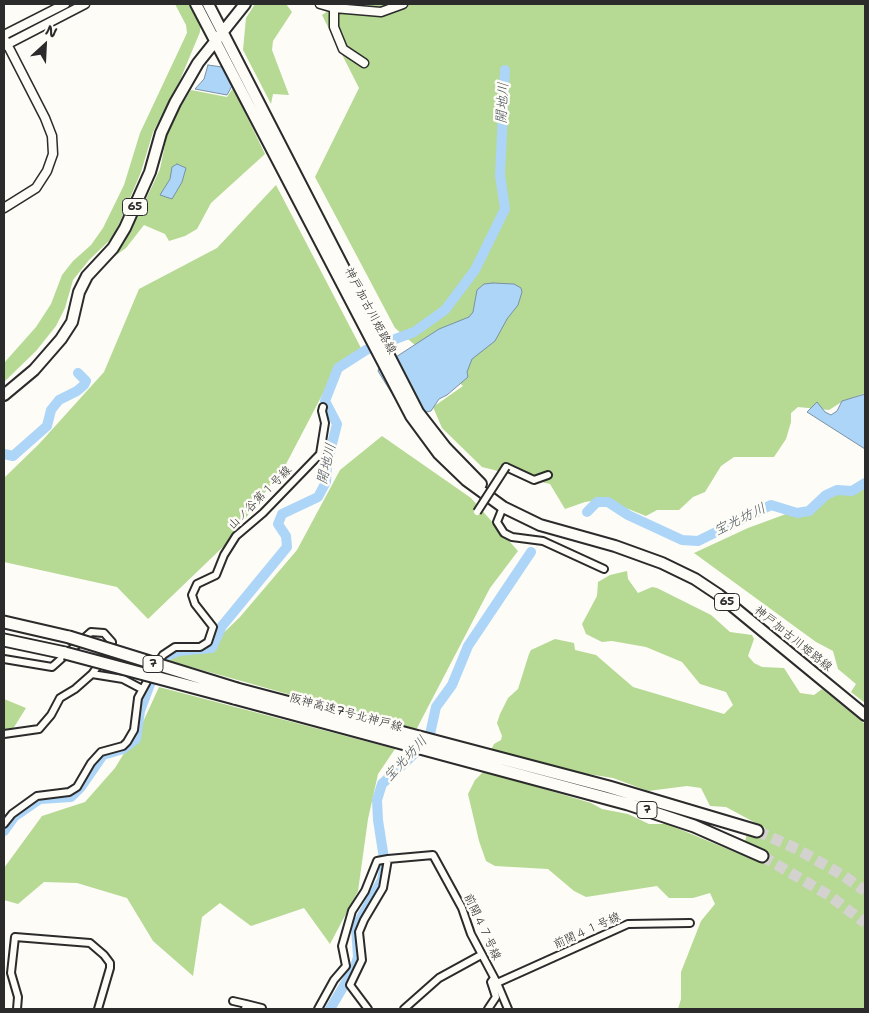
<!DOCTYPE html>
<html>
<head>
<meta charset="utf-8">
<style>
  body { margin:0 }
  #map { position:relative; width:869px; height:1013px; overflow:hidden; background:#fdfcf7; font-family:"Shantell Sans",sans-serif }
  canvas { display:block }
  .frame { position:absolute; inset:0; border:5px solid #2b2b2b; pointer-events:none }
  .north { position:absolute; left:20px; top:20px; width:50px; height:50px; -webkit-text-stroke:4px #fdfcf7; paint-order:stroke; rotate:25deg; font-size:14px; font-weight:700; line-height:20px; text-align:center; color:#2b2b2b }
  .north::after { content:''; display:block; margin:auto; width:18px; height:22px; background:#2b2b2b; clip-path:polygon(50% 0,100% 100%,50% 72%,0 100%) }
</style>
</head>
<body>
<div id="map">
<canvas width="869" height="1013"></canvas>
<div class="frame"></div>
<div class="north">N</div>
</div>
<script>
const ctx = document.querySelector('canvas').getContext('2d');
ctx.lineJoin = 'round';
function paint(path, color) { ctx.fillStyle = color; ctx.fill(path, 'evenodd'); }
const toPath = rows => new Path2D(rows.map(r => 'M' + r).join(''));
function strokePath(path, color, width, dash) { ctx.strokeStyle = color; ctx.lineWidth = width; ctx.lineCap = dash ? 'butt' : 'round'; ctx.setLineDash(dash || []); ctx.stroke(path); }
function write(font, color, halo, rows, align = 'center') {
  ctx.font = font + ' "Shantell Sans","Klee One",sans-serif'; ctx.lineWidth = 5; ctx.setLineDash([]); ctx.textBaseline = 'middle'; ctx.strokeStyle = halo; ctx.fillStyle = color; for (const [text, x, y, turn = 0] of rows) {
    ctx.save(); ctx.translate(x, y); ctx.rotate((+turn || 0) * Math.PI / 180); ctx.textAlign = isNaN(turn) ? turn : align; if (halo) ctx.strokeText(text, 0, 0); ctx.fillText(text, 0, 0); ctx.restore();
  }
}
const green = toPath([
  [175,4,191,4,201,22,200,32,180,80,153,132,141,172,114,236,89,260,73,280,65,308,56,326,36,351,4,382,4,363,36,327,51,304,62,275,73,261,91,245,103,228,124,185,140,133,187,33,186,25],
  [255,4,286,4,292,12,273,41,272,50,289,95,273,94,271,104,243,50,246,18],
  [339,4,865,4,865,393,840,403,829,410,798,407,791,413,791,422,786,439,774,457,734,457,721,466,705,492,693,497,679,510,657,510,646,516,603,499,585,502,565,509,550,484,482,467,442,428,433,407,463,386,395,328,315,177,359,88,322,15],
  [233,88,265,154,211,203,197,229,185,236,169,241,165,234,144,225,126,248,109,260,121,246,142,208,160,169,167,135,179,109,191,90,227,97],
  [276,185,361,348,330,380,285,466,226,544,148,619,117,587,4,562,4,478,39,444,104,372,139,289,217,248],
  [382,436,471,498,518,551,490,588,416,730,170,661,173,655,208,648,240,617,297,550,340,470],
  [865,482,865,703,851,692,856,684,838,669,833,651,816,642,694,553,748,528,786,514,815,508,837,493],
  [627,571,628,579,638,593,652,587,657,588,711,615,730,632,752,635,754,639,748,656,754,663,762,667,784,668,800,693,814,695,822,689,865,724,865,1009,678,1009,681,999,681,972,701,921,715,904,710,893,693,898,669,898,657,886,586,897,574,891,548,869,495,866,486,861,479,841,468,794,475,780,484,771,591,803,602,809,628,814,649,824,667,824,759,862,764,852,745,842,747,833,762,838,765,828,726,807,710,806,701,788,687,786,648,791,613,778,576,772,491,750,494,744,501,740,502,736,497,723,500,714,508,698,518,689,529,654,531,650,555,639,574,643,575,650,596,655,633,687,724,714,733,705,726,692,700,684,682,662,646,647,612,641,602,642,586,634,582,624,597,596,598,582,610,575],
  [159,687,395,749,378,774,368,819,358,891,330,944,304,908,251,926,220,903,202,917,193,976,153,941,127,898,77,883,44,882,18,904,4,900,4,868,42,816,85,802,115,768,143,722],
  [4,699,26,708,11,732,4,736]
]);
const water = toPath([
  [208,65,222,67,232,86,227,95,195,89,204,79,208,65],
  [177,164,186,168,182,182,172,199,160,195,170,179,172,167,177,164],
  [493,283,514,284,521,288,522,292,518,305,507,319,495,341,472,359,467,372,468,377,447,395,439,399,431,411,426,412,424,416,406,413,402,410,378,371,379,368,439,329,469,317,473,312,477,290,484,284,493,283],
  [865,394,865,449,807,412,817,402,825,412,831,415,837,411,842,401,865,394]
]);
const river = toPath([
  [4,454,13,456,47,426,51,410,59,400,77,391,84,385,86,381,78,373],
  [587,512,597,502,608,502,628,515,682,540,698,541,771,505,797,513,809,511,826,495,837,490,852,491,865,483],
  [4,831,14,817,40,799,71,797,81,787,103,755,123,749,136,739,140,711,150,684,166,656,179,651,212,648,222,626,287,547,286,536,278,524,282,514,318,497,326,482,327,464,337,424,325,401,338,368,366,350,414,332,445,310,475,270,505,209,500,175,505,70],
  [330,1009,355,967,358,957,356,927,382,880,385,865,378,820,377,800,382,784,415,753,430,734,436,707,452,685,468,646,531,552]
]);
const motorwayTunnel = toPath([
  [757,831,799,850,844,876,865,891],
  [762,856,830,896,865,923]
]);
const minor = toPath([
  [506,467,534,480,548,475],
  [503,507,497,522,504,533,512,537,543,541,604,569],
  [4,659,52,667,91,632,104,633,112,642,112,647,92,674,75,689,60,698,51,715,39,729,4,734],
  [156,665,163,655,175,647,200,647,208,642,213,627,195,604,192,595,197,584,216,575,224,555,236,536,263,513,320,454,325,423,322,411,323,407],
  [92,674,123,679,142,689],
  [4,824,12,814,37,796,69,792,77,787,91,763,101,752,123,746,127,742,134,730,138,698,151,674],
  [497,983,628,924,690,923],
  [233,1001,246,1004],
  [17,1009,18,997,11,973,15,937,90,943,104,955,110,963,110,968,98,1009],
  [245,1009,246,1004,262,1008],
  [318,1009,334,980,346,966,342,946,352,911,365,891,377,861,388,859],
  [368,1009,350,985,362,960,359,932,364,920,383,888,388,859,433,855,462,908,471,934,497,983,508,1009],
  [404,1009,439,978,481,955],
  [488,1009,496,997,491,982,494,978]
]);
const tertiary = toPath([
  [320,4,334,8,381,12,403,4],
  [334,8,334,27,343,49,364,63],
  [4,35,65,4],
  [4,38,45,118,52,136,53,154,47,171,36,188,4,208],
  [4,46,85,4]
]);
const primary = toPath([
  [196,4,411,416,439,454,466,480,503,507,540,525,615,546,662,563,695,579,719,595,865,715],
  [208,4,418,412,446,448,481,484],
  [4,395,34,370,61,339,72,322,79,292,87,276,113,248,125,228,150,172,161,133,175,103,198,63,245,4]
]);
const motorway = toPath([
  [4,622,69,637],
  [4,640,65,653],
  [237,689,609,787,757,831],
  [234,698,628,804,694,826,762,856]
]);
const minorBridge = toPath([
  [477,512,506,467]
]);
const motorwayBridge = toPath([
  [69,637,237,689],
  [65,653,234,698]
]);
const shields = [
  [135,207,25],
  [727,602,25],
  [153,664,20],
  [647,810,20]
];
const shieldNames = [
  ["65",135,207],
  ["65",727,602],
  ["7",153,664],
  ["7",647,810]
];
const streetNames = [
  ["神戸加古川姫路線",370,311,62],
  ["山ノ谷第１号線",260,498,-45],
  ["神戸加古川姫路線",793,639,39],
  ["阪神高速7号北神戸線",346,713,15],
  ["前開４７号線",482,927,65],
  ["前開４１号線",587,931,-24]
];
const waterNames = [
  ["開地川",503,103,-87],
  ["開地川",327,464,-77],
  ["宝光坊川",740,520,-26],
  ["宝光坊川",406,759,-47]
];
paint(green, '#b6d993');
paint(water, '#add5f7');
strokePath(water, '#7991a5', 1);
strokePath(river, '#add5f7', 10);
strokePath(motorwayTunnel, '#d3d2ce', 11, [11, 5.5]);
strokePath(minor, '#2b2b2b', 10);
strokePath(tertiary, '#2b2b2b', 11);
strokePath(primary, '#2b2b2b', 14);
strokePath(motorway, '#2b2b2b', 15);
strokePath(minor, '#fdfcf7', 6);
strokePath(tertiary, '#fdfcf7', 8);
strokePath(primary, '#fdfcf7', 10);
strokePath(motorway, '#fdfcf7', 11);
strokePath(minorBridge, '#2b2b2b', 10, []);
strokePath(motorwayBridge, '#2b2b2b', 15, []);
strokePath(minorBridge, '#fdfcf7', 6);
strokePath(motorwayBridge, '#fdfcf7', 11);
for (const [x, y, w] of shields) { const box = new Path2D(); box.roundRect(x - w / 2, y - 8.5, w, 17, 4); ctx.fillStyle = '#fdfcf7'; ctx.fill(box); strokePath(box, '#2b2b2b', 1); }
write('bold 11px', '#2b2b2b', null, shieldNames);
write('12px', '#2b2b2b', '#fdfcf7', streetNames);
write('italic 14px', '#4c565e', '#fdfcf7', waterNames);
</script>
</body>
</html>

§ §

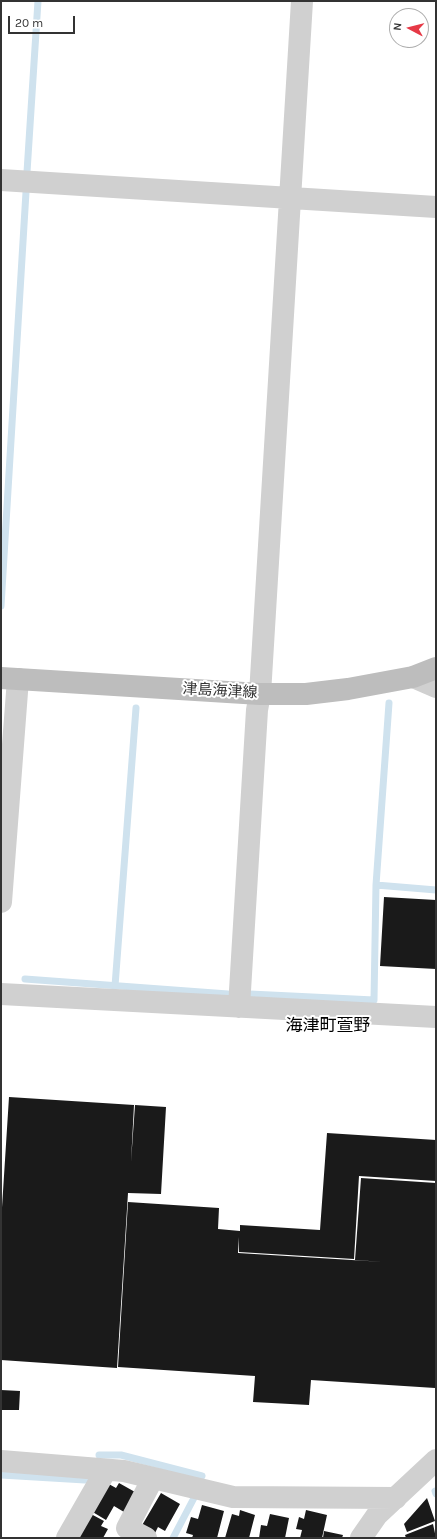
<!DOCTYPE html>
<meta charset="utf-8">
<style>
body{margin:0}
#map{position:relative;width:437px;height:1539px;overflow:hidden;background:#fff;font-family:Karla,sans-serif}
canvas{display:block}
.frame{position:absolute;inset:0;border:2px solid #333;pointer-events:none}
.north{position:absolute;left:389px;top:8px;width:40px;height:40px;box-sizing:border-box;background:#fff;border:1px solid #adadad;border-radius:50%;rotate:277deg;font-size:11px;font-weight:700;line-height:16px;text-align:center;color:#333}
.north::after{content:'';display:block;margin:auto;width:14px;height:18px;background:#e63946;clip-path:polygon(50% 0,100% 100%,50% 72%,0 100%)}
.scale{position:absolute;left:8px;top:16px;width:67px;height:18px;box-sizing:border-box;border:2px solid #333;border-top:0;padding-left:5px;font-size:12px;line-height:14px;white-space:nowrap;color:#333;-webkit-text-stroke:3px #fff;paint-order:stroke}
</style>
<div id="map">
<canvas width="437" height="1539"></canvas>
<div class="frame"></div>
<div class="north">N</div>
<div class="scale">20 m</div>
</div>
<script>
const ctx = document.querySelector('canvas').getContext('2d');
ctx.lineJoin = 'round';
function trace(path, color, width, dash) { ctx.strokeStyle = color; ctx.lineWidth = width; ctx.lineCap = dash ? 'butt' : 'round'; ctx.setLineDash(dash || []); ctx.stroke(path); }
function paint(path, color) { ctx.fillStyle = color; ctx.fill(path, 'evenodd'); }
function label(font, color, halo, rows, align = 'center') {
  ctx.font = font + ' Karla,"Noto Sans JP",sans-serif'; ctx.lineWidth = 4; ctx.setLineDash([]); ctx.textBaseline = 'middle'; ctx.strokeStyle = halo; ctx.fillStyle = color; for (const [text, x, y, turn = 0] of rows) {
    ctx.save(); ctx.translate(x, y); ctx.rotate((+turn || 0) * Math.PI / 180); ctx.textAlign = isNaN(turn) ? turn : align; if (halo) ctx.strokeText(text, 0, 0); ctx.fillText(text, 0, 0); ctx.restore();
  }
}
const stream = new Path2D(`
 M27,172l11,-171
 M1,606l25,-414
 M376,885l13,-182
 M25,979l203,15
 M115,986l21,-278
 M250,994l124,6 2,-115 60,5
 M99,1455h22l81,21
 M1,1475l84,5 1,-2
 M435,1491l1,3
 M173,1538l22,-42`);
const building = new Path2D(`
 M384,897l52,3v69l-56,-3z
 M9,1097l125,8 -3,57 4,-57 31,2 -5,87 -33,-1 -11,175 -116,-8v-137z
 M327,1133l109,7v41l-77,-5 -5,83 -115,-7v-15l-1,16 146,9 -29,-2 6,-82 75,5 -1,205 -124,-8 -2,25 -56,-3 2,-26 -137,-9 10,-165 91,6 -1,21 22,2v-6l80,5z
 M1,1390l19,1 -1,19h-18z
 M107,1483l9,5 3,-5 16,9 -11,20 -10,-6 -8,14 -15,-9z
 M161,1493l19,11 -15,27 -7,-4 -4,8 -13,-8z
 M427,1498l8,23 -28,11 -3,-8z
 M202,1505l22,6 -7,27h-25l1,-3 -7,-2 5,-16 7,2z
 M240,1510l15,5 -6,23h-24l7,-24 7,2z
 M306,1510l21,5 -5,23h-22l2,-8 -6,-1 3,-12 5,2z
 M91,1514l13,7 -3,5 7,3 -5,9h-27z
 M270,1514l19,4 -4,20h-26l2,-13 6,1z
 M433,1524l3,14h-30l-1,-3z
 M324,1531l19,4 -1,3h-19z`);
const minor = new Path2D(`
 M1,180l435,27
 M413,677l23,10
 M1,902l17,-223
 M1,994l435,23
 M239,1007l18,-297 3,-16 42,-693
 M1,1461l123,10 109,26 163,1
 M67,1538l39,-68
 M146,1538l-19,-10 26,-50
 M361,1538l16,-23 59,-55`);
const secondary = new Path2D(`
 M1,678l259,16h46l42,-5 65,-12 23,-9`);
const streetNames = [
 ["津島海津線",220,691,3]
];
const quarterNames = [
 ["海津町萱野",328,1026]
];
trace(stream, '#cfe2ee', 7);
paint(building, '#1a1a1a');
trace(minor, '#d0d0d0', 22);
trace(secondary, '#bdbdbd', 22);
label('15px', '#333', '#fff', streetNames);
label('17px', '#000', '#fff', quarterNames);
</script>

§ §

> _Problem to solve_:
Select the lines in this material that hold the word "turn", leaving none out.

> _Answer for the task_:
  ctx.font = font + ' "Shantell Sans","Klee One",sans-serif'; ctx.lineWidth = 5; ctx.setLineDash([]); ctx.textBaseline = 'middle'; ctx.strokeStyle = halo; ctx.fillStyle = color; for (const [text, x, y, turn = 0] of rows) {
    ctx.save(); ctx.translate(x, y); ctx.rotate((+turn || 0) * Math.PI / 180); ctx.textAlign = isNaN(turn) ? turn : align; if (halo) ctx.strokeText(text, 0, 0); ctx.fillText(text, 0, 0); ctx.restore();
  ctx.font = font + ' Karla,"Noto Sans JP",sans-serif'; ctx.lineWidth = 4; ctx.setLineDash([]); ctx.textBaseline = 'middle'; ctx.strokeStyle = halo; ctx.fillStyle = color; for (const [text, x, y, turn = 0] of rows) {
    ctx.save(); ctx.translate(x, y); ctx.rotate((+turn || 0) * Math.PI / 180); ctx.textAlign = isNaN(turn) ? turn : align; if (halo) ctx.strokeText(text, 0, 0); ctx.fillText(text, 0, 0); ctx.restore();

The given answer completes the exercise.